[Top][All Lists]
[Date Prev][Date Next][Thread Prev][Thread Next][Date Index][Thread Index]
Re: bad relative urls in texinfo-4.0f
From: |
Eli Zaretskii |
Subject: |
Re: bad relative urls in texinfo-4.0f |
Date: |
Thu, 31 Jan 2002 08:30:24 +0200 (IST) |
On Wed, 30 Jan 2002, Per Bothner wrote:
> It used to be that relative links would appears like:
> Up:<a rel=up href="XML-tools.html">XML tools</a>
>
> They now appear as:
> Up:<a rel=up href="XML-tools.html#XML%20tools">XML tools</a>
>
> The extra anchor references "#XML%20tools" are redundant and ugly.

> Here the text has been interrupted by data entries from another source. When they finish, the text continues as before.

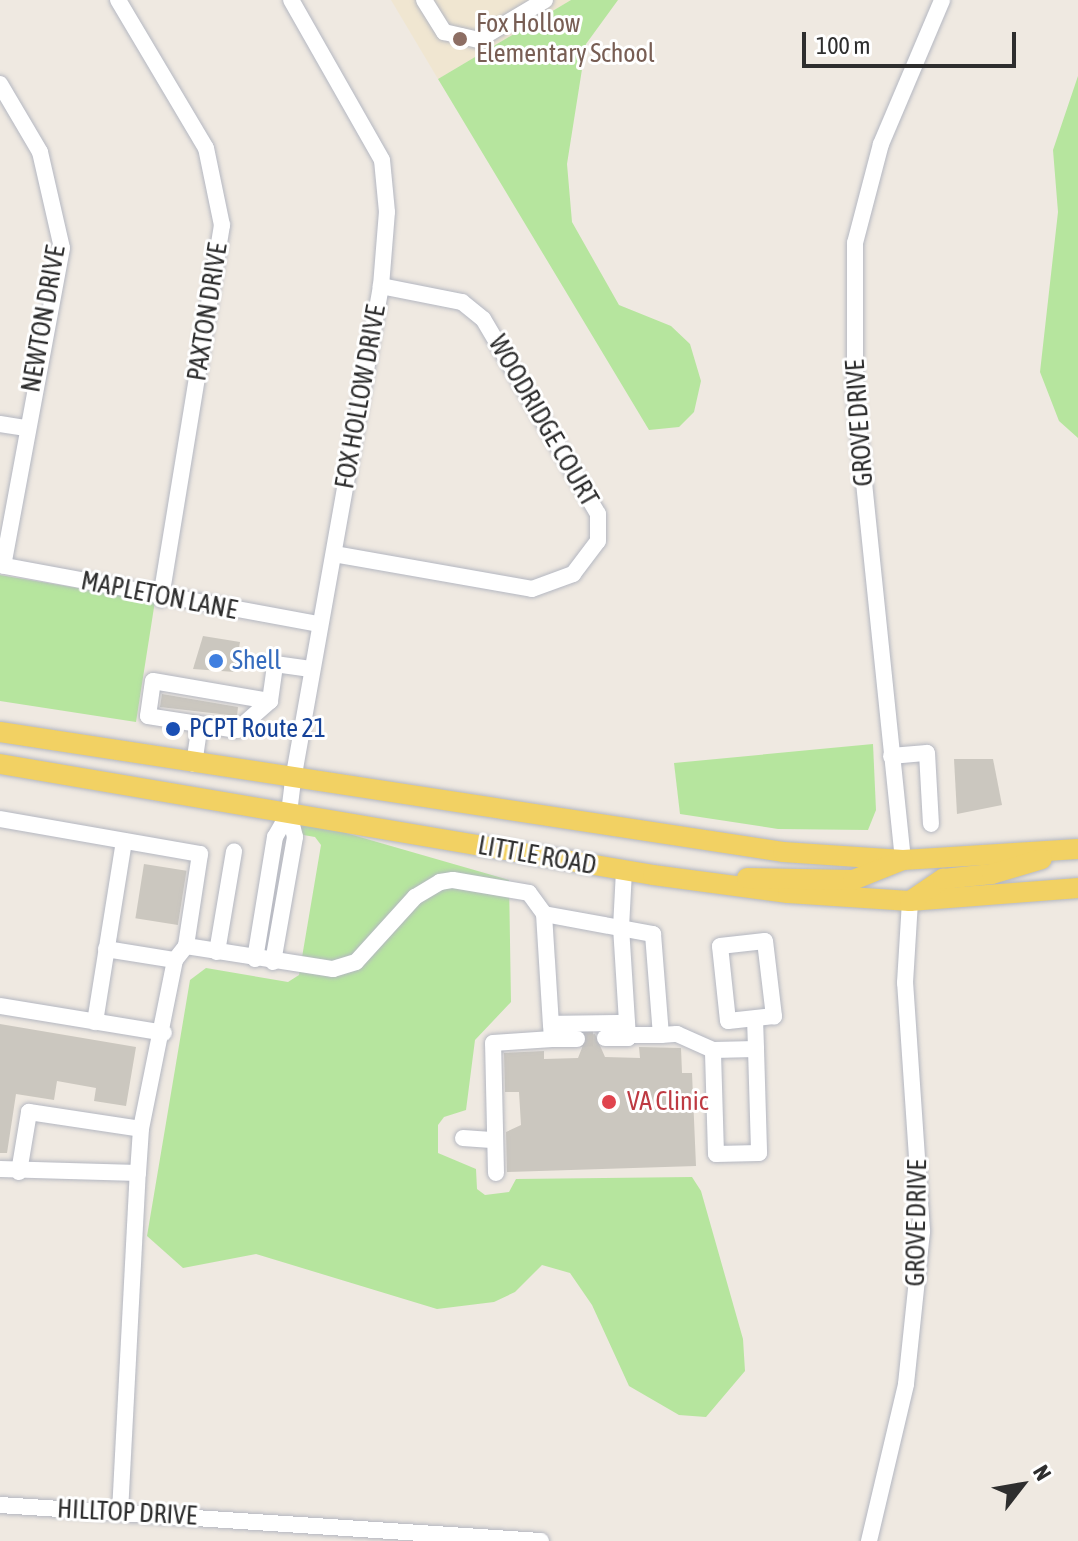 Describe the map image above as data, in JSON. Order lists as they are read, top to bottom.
{
  "streets": {
    "main road": ["LITTLE ROAD"],
    "street": [
      "PAXTON DRIVE",
      "NEWTON DRIVE",
      "FOX HOLLOW DRIVE",
      "WOODRIDGE COURT",
      "GROVE DRIVE",
      "MAPLETON LANE",
      "HILLTOP DRIVE"
    ]
  },
  "crossings": [
    ["PAXTON DRIVE", "MAPLETON LANE"],
    ["NEWTON DRIVE", "MAPLETON LANE"],
    ["FOX HOLLOW DRIVE", "WOODRIDGE COURT"],
    ["FOX HOLLOW DRIVE", "MAPLETON LANE"],
    ["FOX HOLLOW DRIVE", "LITTLE ROAD"],
    ["GROVE DRIVE", "LITTLE ROAD"]
  ],
  "places": [
    "Fox Hollow Elementary School",
    "Shell",
    "PCPT Route 21",
    "VA Clinic"
  ],
  "scale_bar": "100 m",
  "north": "top right"
}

Can you tell why ``ugly''? Those links are never displayed to the user,
they are for the browser's internal consumption, so their ugliness
shouldn't matter, I think.
And they are not redundant, even when there's only one node per file: the
file does not begin with the node text, so the direct link to the anchor
makes sure you land on the text, not on the preamble. One problem this
fixes are the references to the Top node (which is on the same file as
the TOC): in the previous versions, if you choose the link to Top, you'd
land on the TOC instead. Similar problems existed with the short TOC,
which didn't work at all before this change.
> I can see that they are needed when there are multiple nodes on
> a page but I see no reason for them when referring to the
> main or only node on a page.
The problem is that makeinfo doesn't know whether there will be one or
mode nodes on that file. When the HREF anchor is generated, it could
well be that the node pointed to was not yet processed at all (a forward
reference); given the possibility of file-name clashes between several
nodes, makeinfo has no idea how many nodes the file XML-tools.html will
eventually harbor.
Even for nodes which were already processed, the information about
whether they are alone on their file does not exist, and is not very easy
to compute. We could probably make another pass after everything is
finished, and remove those anchors from links to files that have only one
node, but is the problem really worth the slow-down and complexity of
another pass?
> The main reason I switched from texi2html to makeinfo --html is
> because the latter gives me stable and meaningful URLs.
Yes, support for split-HTML that doesn't break when references between
different manuals are used is one of the few main improvements in this
release (in 4.0d this was broken in several ways). The solution is
indeed quite complex, as it has to support several marginal cases, like
documents written for HTML only, but I think the result is quite usable
and stable. Of course, if you have suggestions for making it better yet,
please tell.
> This buglet doesn't quite break that, but it does detract from it.
Is the ugliness of the %20 thing the only problem, or are there others?